Kamil Choudhury

#define ZERO -1 // oh no it's technology all the way down

What's Cooking, OpenARC Edition

Dude, you're lazy

Cut me some slack: in the space of the last year, I had another kid, moved to Los Angeles, then Las Vegas, and then back to Doha. Now that the sleep deprivation is slowly wearing off, I have resumed work on OpenARC, and am happy to report that the project has gone from being a shitty ORM with lots of boilerplate overhead to a shitty ORM with slightly less boilerplate overhead.

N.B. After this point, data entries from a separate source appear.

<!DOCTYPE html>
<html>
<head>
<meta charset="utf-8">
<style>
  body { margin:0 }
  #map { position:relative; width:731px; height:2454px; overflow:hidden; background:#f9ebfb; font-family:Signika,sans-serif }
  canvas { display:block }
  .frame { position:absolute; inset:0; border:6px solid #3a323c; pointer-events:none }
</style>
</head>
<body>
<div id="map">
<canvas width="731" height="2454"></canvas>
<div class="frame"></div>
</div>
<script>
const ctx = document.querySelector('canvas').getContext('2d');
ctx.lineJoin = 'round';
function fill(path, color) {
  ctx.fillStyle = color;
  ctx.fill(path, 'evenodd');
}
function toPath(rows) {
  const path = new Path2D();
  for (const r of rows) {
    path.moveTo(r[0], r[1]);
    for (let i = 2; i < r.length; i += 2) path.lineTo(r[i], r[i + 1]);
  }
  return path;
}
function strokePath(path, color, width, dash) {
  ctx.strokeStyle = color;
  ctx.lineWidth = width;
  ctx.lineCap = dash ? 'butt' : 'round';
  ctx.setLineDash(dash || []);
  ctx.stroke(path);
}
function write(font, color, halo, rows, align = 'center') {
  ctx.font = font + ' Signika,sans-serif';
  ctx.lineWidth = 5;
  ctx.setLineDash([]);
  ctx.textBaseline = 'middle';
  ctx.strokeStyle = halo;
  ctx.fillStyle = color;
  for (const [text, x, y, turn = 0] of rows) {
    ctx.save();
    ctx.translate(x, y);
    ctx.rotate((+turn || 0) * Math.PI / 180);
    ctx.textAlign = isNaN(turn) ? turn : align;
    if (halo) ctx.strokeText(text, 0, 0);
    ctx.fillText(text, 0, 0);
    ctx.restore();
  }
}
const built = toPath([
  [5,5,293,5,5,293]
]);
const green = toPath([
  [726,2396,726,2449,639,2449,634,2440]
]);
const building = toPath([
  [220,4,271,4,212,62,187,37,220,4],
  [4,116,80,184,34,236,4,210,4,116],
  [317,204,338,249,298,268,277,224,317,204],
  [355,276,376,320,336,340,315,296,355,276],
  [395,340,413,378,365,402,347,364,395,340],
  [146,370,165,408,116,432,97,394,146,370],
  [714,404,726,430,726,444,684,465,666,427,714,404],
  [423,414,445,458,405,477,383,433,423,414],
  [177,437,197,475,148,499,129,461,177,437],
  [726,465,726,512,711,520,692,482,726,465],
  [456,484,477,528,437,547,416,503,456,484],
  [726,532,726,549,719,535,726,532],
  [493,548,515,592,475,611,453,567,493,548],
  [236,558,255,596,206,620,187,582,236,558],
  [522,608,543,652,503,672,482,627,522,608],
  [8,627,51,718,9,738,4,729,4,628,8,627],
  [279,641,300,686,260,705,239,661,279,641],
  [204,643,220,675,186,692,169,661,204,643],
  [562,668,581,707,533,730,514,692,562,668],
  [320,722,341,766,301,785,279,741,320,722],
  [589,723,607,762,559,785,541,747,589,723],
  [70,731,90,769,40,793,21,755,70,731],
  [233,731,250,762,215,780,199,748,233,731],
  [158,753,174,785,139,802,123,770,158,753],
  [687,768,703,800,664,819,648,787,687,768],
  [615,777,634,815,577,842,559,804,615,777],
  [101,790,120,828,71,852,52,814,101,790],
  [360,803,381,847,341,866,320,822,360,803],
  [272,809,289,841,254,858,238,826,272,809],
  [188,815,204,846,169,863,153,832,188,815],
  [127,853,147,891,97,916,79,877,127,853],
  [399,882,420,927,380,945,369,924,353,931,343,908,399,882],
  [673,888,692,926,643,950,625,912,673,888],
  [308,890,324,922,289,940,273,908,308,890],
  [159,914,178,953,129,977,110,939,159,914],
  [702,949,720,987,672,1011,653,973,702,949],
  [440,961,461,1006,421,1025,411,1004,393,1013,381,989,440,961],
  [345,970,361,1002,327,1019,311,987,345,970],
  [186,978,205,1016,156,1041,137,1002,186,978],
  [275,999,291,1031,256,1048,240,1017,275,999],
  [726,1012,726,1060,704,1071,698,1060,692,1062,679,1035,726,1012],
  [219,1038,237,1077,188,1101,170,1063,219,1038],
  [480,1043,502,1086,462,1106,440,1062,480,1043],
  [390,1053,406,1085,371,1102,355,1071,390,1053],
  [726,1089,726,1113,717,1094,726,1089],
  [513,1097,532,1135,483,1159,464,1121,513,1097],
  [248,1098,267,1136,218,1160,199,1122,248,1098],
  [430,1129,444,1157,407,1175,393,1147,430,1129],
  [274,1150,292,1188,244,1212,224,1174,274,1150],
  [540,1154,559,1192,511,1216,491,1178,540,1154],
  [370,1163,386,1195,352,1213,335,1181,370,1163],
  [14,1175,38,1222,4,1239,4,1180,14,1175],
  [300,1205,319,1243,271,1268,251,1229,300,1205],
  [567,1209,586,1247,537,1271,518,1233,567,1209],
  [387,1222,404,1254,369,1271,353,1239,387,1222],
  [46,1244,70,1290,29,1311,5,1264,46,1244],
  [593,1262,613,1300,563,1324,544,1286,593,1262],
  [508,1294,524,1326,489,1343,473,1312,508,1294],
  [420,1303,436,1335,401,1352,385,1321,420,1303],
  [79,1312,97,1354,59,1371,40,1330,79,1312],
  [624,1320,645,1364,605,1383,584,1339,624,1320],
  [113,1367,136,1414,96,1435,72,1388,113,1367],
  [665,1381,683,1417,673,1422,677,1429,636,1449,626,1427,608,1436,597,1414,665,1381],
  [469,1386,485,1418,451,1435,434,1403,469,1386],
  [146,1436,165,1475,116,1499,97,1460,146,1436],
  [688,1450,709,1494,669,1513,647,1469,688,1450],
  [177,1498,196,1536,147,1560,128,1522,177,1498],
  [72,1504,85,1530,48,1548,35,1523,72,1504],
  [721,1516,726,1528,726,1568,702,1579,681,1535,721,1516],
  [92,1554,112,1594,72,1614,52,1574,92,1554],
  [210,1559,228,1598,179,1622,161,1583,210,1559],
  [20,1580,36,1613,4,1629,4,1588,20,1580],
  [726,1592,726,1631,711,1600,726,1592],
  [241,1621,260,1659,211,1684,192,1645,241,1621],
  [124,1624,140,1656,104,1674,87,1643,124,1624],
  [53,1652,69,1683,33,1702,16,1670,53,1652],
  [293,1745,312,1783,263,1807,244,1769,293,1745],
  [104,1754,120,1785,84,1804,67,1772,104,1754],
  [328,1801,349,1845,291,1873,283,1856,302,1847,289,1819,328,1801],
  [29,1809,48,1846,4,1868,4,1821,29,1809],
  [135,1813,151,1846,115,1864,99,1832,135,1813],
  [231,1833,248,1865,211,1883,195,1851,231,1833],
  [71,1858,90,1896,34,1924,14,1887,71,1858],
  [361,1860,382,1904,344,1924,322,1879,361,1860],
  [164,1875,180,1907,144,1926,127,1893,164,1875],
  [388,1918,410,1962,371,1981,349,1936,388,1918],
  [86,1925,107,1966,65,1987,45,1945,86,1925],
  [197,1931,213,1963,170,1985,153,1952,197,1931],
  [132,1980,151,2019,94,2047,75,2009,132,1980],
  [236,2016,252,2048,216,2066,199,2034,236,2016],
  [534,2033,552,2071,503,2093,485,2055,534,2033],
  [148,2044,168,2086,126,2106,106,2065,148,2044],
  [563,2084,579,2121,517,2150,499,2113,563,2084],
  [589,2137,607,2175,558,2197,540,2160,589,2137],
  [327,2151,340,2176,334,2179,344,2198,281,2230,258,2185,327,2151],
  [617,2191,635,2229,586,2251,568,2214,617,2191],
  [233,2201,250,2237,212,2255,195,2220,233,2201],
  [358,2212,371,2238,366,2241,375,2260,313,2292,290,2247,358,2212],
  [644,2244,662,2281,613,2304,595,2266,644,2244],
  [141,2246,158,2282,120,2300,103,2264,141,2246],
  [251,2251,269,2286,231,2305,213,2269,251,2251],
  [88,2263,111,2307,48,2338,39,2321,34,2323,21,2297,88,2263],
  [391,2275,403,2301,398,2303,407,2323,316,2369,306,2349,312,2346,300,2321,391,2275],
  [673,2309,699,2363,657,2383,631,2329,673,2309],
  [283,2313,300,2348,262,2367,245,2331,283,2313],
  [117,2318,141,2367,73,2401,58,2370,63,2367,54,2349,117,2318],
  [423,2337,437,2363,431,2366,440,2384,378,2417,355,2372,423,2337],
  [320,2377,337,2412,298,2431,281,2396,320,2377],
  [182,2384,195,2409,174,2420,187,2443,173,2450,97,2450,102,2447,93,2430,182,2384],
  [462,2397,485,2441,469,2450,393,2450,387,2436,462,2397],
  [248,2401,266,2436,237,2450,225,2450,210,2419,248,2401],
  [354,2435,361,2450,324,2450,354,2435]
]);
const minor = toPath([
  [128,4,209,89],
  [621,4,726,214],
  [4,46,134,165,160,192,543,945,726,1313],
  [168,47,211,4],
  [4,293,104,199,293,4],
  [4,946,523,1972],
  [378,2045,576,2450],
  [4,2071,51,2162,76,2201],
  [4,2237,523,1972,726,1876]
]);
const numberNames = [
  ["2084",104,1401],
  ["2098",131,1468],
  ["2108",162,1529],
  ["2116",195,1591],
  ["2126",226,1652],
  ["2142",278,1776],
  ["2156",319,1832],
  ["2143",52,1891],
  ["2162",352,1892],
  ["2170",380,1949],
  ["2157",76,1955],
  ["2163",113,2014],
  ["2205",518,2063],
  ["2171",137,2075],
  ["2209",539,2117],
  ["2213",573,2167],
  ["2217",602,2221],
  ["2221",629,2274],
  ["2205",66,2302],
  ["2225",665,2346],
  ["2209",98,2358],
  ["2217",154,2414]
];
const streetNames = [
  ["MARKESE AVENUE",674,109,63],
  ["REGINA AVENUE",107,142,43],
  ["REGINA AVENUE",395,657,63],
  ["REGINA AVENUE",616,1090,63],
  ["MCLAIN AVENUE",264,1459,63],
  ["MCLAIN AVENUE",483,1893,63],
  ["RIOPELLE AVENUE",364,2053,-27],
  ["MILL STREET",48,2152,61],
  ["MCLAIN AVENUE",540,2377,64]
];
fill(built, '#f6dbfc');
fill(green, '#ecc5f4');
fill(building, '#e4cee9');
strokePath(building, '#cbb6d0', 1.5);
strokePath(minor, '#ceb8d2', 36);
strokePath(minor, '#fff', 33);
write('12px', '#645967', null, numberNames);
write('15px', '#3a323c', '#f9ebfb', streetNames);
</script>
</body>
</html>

Introducing Minimal Definition OAGs

With this commit, we can now define graph nodes (OAGs) like so:

class OAG_SubNode1(OAG_RootNode):
    ...

    @staticproperty
    def dbstreams(cls): return {
        'field_sn1'   : [ 'int', 0 ]
    }

class OAG_SubNode2(OAG_RootNode):
    ...

    @staticproperty
    def dbstreams(cls): return {
        'field_sn2'   : [ 'int', 0 ]
    }

class OAG_AutoNode(OAG_RootNode):
    ...

    @staticproperty
    def dbstreams(cls): return {
        'field2'   : [ 'int', 0 ],
        'field3'   : [ 'int', 0 ],
        'subnode1' : [ OAG_SubNode1 ],
        'subnode2' : [ OAG_SubNode2 ]
    }

    @oagprop
    def CalcDeriv(self):
        return self.subnode1.field_sn1 + self.subnode2.field_sn2

newOAG = OAG_AutoNode1()

The instantiation of OAG_AutoNode on the last line results in the cascading creation of tables in the database for OAG_AutoNode, OAG_SubNode1 and OAG_SubNode2, along with corresponding basic indicies and foreign key constraints among all the newly created tables.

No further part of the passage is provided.